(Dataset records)

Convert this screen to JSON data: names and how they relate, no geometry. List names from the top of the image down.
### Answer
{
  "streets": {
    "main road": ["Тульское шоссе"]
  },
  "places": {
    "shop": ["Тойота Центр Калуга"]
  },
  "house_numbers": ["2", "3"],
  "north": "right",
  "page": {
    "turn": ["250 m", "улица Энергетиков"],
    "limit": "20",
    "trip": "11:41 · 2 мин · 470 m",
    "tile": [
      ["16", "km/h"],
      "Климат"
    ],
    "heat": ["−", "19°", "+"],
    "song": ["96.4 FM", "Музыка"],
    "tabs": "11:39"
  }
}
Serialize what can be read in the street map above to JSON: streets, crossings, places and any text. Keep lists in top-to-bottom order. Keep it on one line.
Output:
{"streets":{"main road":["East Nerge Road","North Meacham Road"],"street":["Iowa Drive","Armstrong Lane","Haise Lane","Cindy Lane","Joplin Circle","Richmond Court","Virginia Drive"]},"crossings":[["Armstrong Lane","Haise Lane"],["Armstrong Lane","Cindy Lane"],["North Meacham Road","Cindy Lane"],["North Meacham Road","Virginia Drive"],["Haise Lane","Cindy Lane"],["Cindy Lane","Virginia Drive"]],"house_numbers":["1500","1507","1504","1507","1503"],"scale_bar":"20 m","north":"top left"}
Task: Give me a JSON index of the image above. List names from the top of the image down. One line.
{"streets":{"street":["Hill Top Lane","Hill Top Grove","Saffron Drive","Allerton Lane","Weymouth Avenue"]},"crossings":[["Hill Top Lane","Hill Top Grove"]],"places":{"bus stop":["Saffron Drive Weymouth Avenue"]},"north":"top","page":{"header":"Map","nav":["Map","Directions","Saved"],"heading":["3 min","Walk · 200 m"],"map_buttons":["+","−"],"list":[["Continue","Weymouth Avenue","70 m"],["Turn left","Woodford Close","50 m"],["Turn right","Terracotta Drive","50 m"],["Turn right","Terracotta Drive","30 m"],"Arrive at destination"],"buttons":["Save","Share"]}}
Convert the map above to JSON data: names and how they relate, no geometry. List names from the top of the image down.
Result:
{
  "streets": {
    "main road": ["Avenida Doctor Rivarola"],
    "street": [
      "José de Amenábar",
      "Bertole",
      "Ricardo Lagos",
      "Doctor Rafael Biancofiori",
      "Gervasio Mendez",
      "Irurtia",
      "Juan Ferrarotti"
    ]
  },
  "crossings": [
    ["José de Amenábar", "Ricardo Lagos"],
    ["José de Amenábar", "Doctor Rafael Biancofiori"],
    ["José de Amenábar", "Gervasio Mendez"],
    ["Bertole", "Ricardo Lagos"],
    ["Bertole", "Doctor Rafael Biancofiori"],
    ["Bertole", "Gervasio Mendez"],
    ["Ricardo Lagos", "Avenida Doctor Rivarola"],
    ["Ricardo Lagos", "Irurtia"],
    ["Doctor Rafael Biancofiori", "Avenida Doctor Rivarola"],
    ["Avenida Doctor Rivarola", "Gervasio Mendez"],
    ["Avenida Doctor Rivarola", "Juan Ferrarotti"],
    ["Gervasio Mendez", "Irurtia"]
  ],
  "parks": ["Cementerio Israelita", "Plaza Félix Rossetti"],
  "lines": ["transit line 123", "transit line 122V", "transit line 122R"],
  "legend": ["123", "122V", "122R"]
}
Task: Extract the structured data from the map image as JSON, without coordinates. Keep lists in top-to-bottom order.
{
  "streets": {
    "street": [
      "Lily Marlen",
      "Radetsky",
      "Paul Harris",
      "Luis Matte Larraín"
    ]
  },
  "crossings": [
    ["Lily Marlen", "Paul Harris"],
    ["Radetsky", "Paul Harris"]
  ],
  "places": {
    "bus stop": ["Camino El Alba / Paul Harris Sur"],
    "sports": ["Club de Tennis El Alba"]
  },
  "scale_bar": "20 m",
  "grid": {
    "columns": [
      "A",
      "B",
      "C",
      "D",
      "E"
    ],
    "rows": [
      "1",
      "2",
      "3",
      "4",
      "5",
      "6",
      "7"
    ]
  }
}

--- What you need to do ---
Your answer must be one number: how many lines of the entries hold the string "relate".

--- Response area ---
2